▸ TRY IT
Below are records; copy every line among them that contains the word "button".

----- SUPPLIED RECORDS -----

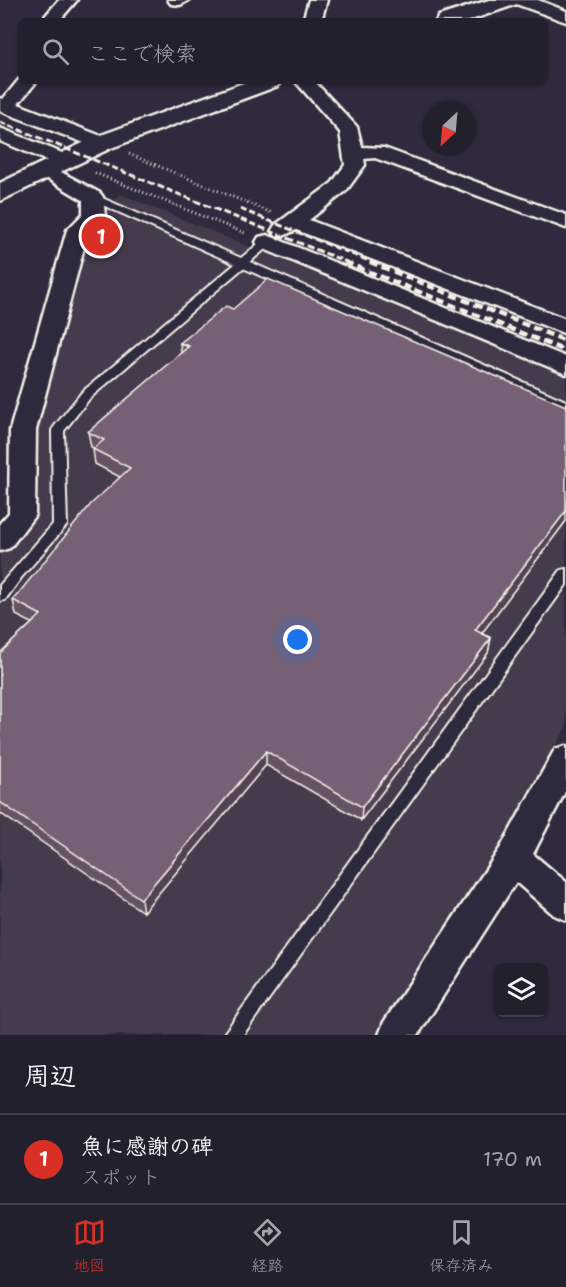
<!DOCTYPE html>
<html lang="ja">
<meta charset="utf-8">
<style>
:root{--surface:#23202e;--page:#2f2d3a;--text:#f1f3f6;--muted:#a3a3aa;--line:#403e4a;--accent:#d93025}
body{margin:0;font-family:"Shantell Sans","Klee One",sans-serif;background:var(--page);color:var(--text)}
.controls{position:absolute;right:18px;bottom:18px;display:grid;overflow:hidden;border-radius:9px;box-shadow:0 2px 4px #0004}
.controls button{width:54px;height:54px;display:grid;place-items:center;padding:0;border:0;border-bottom:2px solid var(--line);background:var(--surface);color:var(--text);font:30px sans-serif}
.compass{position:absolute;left:422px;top:102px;width:54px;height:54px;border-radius:50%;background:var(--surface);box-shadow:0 2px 4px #0004;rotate:206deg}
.you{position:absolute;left:298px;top:640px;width:21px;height:21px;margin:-15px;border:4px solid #fff;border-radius:50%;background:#1a73e8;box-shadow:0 0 0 9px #1a73e833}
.badge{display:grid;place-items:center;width:39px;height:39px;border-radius:50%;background:var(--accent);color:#fff;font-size:20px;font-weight:700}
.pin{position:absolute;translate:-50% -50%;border:3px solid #fff;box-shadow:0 2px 6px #0006}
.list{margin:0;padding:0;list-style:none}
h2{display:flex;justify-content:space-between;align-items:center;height:78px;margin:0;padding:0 24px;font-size:26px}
h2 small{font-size:20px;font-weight:400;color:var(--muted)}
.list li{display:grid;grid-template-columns:39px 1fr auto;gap:18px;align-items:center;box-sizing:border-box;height:90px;padding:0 24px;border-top:2px solid var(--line)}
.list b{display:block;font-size:22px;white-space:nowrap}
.list p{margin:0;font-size:20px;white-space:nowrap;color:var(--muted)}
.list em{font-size:20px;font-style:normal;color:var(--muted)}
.icon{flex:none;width:33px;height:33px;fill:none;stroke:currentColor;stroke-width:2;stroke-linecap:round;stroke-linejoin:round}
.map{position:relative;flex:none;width:566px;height:1035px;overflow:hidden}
.search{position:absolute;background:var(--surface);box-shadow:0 2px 4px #0004;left:18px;right:18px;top:18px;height:66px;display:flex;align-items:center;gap:15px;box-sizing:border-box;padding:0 21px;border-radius:9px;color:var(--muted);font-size:22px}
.sheet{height:168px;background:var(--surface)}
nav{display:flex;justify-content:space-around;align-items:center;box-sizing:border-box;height:84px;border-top:2px solid var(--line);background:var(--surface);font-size:16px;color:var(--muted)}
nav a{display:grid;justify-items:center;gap:3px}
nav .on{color:var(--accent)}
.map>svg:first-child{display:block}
.built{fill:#443a4e}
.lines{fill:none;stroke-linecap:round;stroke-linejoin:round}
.service-casing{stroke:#f4f1e8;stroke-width:4}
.minor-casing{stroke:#f4f1e8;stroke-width:5}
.tertiary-casing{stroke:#f4f1e8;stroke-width:5}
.path{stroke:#f4f1e8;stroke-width:3;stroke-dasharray:1 3;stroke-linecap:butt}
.service{fill:#2f2a3d;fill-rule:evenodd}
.minor{fill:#2f2a3d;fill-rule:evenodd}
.tertiary{fill:#2f2a3d;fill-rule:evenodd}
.rail-far1{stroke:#f4f1e8;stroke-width:3;stroke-dasharray:7 3;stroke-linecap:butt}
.rail{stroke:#f4f1e8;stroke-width:4.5;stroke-dasharray:8 4.5;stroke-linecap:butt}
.wall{fill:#655365;stroke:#f4f1e8;stroke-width:1.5}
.shaded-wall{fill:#534352;stroke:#f4f1e8;stroke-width:1.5}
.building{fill:#766075;stroke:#f4f1e8;stroke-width:1.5}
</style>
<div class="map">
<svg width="566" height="1035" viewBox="0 0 566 1035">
<rect width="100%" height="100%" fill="#2f2a3d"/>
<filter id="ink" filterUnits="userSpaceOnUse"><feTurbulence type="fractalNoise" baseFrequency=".0167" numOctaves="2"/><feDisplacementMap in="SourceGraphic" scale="12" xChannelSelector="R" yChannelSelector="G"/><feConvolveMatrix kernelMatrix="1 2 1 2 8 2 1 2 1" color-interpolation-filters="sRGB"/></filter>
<g filter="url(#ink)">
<path class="built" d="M 120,194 L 566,375 L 566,727 L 423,984 L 389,1035 L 0,1035 L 0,554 L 32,514 L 38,497 L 31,438 L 91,226 Z"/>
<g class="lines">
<g class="service-casing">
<g id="service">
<path d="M 93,194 L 241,258 L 263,240 L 271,240 L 271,244 L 250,262 L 566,401 L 566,410 L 243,268 L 90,398 L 64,431 L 67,525 L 21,578 L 5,600 L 0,601 L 0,585 L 53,524 L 52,430 L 54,427 L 82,392 L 235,264 L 89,199 L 89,195 Z"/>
<path d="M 566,569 L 566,585 L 243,1035 L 223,1035 L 561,570 Z"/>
</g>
</g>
<g class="minor-casing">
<g id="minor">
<path d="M 59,0 L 77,0 L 59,21 L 41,21 Z"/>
<path d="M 168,0 L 189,0 L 180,5 L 171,4 Z"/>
<path d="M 309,0 L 327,0 L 321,21 L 303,21 Z"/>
<path d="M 513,0 L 538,0 L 566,11 L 566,22 L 516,4 Z"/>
<path d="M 21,77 L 21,81 L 37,81 L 18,104 L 109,139 L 112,143 L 109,147 L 95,147 L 0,111 L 0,98 L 3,99 Z"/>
<path d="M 295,81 L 314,81 L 357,127 L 362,147 L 384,148 L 566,215 L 566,228 L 375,158 L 364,159 L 365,165 L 346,191 L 309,220 L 566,319 L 566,334 L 296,230 L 283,236 L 275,235 L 272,230 L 275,225 L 332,183 L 345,165 L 340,132 Z"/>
<path d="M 0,128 L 72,157 L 75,161 L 72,165 L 58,165 L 0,141 Z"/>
<path d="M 48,165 L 100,193 L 103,197 L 105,216 L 88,232 L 36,430 L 35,515 L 10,548 L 0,551 L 0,523 L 9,513 L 10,430 L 67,230 L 83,214 L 83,200 L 41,175 L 38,171 L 41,167 Z"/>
<path d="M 267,235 L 566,357 L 566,374 L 259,247 L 256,242 L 259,237 Z"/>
<path d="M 566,746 L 566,790 L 533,854 L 566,882 L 566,920 L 554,915 L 516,882 L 418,1035 L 379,1035 L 384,1022 L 501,847 L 555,749 Z"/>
</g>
</g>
<g class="tertiary-casing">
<g id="tertiary">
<path d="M 489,0 L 521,0 L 517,4 L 468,21 L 436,21 L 439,16 Z"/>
<path d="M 249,81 L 281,81 L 278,86 L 111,148 L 0,201 L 0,183 L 93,138 Z"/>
</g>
</g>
<g class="path">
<path d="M 129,154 L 272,213"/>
<path d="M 95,173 L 247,234"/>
</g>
<use href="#service" class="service"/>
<use href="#minor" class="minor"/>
<use href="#tertiary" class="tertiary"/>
<g class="rail-far1">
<path d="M 0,122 L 349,263"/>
<path d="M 240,209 L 374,263"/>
</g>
<g class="rail">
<path d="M 345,262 L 566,351"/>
<path d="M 370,262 L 566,341"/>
</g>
</g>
<path class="wall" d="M 180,343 L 566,521 L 482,633 L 491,638 L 488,653 L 361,820 L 266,765 L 143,912 L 0,813 L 0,653 L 32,623 L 16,615 L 13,600 L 120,477 L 95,464 L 93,449 L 94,448 L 91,447 L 88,432 L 181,353 Z"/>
<g class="shaded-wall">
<path d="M 566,511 L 566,521 L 473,645 L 475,630 Z"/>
<path d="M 491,638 L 488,653 L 361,820 L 362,807 Z"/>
<path d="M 266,751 L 266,765 L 143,912 L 141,899 Z"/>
</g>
<path class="building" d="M 268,279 L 566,406 L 566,511 L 475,630 L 491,638 L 362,807 L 266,751 L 141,899 L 0,802 L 0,653 L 41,615 L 13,600 L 91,504 L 130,468 L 93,449 L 104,440 L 88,432 L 189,346 L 180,343 L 226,306 L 233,309 Z"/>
</g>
</svg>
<div class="controls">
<button><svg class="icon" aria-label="layers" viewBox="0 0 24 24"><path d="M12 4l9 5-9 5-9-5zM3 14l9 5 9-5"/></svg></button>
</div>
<svg class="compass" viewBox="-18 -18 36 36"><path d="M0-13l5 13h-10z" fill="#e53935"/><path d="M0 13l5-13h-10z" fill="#a3a3aa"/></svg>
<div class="you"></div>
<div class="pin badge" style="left:101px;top:236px">1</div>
<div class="search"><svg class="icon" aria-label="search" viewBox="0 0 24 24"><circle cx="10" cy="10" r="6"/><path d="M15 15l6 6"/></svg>ここで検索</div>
</div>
<section class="sheet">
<h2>周辺<small></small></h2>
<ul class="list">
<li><span class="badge">1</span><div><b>魚に感謝の碑</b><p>スポット</p></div><em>170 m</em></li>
</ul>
</section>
<nav>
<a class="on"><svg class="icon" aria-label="map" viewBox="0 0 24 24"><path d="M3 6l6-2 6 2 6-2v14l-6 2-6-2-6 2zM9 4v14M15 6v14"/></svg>地図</a>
<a><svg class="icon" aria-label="directions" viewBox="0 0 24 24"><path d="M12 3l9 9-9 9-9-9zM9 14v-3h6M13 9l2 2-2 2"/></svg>経路</a>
<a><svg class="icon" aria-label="saved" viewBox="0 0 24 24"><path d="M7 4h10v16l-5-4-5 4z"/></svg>保存済み</a>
</nav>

-----

▸ OUTPUT
.controls button{width:54px;height:54px;display:grid;place-items:center;padding:0;border:0;border-bottom:2px solid var(--line);background:var(--surface);color:var(--text);font:30px sans-serif}
<button><svg class="icon" aria-label="layers" viewBox="0 0 24 24"><path d="M12 4l9 5-9 5-9-5zM3 14l9 5 9-5"/></svg></button>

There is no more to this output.